Depuis la restructuration de la direction du Front Populaire Ivoirien (FPI) par son président Affi N'guessan, le parti se porte mal. « Après Douati, Simone Gbagbo se révolte », écrit Le Temps. Dans sa lettre de démission du poste de 2ème vice-président du FPI, Simone Gbagbo écrit que « le président n'a eu ni la gentillesse ni la courtoisie de requérir mon avis. Le fait de me décharger de mes attributions initiales, me donnent le net sentiment d'être inutile au parti (…) Aussi, voudrais-je demander de bien vouloir signifier au président, mon désaccord total avec ce nouveau secrétariat général et mon retrait pur et simple de ce nouveau secrétariat général ». À la Une de Lg infos, c'est l'ex-ministre Koffi Koffi Lazare qui est monté au créneau. Dans une interview à ce journal, il déclare ne pas apprécier deux choses chez Affi. « Sa manière solitaire de prendre des décisions qui engagent le parti qu'il diffuse, avant de les soumettre au comité central, et sa propension à aller contre les arrêts du même comité (...) Ensuite son refus manifeste de ne pas se battre pour le président Gbagbo ». Car pour lui « le combat est de remettre le président Gbagbo au centre des débats politiques, en Côte d'Ivoire. » Soir Info dit au regard de ces positions que « tout est mélangé au FPI ». Le journal écrit que « les adversaires de Pascal Affi N'guessan, au sein du parti, sont, aujourd'hui, sortis des tranchées où ils s'étaient terrés, pour lui mener une guerre frontale, pour ne pas dire à visage découvert... ».

La CEDEAO contre l'Ebola

Les chefs d'État de la Communauté Économique pour le Développement des États de l'Afrique de l'Ouest (CEDEAO) se sont réunis, à Accra, au Ghana, hier jeudi. Au menu des réflexions, la lutte contre la fièvre Ebola. Ainsi Fraternité Matin informe que « un fonds de solidarité a été créé » par les chefs d'État qui ont décidé de mutualiser leurs efforts.
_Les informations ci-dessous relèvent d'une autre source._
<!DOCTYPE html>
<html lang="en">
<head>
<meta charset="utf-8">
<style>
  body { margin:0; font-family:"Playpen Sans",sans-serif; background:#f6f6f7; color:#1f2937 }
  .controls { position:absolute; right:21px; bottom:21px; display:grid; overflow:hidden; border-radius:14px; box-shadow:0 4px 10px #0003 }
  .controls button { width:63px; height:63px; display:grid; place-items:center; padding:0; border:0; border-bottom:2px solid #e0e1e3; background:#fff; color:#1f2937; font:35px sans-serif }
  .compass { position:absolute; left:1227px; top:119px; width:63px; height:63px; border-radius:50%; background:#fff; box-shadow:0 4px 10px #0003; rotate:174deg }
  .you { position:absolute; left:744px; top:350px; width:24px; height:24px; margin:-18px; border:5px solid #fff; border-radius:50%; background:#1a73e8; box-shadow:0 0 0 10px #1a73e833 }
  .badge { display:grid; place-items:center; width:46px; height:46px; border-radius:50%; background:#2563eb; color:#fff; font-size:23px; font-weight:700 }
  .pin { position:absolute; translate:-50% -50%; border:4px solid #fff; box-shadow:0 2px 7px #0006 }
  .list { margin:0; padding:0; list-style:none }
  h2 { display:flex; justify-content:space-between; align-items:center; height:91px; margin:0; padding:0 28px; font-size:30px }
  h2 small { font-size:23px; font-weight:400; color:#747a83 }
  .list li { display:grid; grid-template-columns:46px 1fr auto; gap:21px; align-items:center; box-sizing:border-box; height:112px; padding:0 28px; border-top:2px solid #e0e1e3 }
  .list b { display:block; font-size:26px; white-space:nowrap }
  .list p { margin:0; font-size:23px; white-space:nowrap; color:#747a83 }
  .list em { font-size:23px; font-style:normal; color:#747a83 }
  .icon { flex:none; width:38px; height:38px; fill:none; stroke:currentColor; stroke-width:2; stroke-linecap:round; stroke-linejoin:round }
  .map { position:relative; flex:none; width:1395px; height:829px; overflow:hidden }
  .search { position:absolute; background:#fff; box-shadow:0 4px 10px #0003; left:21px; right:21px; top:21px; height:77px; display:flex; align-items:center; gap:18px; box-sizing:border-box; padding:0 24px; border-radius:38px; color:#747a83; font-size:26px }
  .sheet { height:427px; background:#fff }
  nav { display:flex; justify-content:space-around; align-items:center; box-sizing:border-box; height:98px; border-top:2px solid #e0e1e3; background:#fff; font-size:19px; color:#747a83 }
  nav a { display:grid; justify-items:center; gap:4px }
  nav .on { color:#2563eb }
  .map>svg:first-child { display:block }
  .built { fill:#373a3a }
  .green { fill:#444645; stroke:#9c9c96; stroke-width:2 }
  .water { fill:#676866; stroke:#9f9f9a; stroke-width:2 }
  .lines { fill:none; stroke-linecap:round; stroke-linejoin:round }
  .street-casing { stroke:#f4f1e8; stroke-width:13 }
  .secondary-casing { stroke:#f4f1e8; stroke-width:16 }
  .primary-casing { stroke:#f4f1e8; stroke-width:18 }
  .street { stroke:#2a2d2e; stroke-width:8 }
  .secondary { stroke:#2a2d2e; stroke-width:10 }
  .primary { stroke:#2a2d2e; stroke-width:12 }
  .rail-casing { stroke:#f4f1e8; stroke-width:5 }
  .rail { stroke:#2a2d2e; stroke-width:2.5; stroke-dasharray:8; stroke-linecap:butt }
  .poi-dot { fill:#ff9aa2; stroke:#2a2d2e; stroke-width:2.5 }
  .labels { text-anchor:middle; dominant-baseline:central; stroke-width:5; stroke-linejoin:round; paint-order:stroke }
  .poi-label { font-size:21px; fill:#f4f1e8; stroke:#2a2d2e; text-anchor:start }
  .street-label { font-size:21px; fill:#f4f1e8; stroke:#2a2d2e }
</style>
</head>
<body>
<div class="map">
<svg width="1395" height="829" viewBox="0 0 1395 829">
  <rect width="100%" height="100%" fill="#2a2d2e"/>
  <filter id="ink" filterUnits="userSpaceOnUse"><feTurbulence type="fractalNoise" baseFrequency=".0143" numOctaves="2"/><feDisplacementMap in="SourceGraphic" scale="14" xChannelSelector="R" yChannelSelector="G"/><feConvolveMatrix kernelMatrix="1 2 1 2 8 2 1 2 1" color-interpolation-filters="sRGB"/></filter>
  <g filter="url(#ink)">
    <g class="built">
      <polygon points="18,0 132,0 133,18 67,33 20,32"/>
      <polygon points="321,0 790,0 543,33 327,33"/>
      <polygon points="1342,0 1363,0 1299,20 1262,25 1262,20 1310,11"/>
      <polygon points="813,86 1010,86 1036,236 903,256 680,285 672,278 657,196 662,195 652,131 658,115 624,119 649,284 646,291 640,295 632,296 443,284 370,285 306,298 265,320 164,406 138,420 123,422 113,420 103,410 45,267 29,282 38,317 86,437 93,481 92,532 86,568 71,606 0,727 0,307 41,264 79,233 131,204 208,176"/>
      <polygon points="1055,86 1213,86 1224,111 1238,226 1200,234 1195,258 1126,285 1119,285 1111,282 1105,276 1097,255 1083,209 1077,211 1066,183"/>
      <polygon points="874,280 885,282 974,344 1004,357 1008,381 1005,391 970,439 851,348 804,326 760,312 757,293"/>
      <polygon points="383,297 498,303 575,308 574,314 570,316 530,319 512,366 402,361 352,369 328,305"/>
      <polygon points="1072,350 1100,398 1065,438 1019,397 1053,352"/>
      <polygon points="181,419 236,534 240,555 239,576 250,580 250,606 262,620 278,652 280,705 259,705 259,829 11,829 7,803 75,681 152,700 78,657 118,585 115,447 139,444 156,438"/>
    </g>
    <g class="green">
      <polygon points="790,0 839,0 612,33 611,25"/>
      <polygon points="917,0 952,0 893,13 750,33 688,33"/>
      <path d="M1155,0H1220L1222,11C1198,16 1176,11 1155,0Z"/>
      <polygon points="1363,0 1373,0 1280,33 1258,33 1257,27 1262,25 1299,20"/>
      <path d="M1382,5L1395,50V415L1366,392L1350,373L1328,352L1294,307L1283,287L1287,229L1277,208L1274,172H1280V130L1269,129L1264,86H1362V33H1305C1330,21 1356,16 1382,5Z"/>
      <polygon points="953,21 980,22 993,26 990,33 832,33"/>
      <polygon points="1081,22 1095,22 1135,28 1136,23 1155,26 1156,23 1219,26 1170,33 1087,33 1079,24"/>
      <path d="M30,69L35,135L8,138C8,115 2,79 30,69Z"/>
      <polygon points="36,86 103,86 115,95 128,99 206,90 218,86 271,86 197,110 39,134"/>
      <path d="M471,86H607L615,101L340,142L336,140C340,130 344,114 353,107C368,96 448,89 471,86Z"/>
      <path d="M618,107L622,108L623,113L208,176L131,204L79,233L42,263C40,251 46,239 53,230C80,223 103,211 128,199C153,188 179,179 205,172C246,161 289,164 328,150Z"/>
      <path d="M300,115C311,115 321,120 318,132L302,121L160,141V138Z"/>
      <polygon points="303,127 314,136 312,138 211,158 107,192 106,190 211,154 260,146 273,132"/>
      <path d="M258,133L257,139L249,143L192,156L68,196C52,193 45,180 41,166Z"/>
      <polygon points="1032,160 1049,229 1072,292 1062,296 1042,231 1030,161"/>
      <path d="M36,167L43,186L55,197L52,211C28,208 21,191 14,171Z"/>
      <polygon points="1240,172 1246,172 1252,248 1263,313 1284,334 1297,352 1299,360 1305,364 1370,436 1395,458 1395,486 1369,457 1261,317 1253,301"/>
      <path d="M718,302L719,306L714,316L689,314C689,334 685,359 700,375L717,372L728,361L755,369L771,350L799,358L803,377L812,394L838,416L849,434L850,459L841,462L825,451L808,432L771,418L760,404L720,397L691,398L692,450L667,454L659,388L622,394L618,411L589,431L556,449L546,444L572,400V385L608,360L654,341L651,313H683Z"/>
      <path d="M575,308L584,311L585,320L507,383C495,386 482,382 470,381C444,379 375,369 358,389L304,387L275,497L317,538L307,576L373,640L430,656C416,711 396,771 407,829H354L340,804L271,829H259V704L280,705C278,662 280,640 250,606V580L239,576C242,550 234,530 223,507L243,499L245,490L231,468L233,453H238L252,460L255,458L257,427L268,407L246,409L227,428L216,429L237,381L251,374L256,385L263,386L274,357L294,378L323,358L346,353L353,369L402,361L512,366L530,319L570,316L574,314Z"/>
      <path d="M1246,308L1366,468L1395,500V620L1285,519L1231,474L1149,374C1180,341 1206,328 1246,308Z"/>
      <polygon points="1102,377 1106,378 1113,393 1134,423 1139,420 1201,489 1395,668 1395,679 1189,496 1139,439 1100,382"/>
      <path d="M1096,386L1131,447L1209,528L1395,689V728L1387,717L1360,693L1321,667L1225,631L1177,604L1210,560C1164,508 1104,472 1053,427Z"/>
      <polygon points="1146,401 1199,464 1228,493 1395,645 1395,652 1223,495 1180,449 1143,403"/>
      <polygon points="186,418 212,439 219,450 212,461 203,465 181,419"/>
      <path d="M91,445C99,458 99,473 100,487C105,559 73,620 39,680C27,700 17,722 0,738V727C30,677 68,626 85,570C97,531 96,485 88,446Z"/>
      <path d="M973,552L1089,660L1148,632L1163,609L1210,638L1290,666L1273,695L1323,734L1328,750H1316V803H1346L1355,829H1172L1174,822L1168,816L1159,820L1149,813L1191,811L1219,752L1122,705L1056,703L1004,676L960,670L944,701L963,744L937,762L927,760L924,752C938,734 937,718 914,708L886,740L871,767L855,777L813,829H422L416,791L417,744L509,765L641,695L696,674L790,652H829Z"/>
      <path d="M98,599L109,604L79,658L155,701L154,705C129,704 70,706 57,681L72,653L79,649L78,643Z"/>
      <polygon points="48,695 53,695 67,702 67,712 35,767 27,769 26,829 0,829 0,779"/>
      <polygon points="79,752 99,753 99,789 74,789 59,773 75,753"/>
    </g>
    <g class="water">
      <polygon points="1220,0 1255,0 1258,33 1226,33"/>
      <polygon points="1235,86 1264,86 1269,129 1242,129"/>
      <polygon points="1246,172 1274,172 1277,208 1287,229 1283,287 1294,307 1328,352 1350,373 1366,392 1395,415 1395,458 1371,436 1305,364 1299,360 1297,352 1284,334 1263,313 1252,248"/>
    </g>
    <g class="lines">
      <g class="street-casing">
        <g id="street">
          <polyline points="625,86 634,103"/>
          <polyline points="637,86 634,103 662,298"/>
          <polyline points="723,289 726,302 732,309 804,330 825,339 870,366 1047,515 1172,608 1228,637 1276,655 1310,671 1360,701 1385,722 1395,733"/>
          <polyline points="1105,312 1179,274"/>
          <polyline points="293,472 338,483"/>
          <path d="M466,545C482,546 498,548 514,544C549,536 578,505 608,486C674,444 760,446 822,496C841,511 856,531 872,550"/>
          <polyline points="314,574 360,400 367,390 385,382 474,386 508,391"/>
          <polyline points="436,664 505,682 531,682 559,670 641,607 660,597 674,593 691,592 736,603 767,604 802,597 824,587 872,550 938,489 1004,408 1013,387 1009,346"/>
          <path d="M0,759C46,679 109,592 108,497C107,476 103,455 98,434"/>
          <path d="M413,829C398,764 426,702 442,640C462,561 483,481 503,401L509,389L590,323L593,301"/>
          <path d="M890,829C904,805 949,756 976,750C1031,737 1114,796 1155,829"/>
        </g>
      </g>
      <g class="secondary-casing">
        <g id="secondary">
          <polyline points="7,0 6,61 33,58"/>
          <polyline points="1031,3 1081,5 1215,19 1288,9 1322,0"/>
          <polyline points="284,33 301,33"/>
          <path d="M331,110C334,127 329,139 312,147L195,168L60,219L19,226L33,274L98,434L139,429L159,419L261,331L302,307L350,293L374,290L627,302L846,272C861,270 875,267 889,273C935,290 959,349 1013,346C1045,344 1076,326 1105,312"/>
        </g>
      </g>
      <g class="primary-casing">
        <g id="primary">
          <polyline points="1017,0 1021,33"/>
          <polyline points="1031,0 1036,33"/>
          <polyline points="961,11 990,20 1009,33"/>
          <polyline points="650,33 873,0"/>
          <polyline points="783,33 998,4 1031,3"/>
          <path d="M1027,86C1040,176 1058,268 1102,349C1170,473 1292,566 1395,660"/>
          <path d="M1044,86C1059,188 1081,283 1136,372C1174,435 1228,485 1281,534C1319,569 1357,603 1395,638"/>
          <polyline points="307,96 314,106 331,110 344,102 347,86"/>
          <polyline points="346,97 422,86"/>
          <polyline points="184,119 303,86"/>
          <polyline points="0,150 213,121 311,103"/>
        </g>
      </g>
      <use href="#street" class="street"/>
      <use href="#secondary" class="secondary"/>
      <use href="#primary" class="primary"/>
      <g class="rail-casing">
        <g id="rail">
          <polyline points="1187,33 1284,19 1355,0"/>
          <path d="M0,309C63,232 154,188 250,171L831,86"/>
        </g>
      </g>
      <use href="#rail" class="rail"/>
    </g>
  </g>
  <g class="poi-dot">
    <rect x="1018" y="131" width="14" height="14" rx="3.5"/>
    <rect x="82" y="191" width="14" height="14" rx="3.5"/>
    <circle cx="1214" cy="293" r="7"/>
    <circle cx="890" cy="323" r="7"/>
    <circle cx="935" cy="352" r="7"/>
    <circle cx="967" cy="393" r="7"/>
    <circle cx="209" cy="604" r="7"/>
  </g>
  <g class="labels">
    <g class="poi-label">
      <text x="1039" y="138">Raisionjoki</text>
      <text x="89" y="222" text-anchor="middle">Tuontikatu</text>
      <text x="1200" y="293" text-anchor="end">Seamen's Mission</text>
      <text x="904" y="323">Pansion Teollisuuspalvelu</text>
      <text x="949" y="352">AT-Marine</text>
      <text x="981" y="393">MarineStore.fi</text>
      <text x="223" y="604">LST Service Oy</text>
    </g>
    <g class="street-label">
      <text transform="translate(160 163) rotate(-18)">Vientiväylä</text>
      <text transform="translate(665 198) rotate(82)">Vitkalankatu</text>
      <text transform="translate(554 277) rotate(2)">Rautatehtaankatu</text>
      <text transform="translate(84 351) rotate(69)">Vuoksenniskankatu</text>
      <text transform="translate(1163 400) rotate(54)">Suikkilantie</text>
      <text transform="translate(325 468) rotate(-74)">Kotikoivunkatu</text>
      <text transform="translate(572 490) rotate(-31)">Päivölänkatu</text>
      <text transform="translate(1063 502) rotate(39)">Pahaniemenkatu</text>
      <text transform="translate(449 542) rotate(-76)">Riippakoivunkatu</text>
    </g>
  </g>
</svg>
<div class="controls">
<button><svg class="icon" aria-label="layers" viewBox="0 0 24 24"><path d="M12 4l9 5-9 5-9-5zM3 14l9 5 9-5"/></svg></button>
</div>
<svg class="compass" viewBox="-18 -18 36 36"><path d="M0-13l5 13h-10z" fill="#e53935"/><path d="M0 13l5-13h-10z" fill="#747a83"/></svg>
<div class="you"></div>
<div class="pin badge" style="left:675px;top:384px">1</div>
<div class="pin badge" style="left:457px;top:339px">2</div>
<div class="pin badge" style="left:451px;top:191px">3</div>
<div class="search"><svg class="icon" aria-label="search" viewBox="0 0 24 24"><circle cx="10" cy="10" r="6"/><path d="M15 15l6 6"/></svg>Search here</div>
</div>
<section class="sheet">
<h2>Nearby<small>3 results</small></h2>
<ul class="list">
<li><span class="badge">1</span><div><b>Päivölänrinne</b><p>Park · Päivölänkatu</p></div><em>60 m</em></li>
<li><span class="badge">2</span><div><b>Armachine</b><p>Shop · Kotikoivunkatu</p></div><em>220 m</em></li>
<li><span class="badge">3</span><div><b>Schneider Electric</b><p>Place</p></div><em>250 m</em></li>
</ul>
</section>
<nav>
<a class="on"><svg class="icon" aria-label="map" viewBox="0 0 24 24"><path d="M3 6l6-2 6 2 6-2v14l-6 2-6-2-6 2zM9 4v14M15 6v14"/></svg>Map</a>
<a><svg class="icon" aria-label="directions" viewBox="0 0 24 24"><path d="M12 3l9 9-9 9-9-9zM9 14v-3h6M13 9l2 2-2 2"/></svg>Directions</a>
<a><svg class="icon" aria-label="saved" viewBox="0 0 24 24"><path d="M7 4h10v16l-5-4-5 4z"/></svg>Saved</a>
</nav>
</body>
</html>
Dans ce cadre, le Nigeria a apporté une contribution financière de 3 millions 500 mille dollars repartis entre les pays atteints par l'épidémie, l'organisation ouest africaine de la Santé et le Fonds de la CEDEAO. Le Patriote en parle également, en ajoutant que d'autres décisions ont été arrêtées par la réunion d'Accra. Entre autres, l'introduction de la carte d'identité biométrique dans l'espace, la situation sécuritaire dans la sous-région, en particulier au Mali. Quant à L'inter, il écrit que lors de cette rencontre, « Ouattara a été félicité par ses pairs de la CEDEAO » parce qu'il « a fait beaucoup pour l'Afrique de l'Ouest ».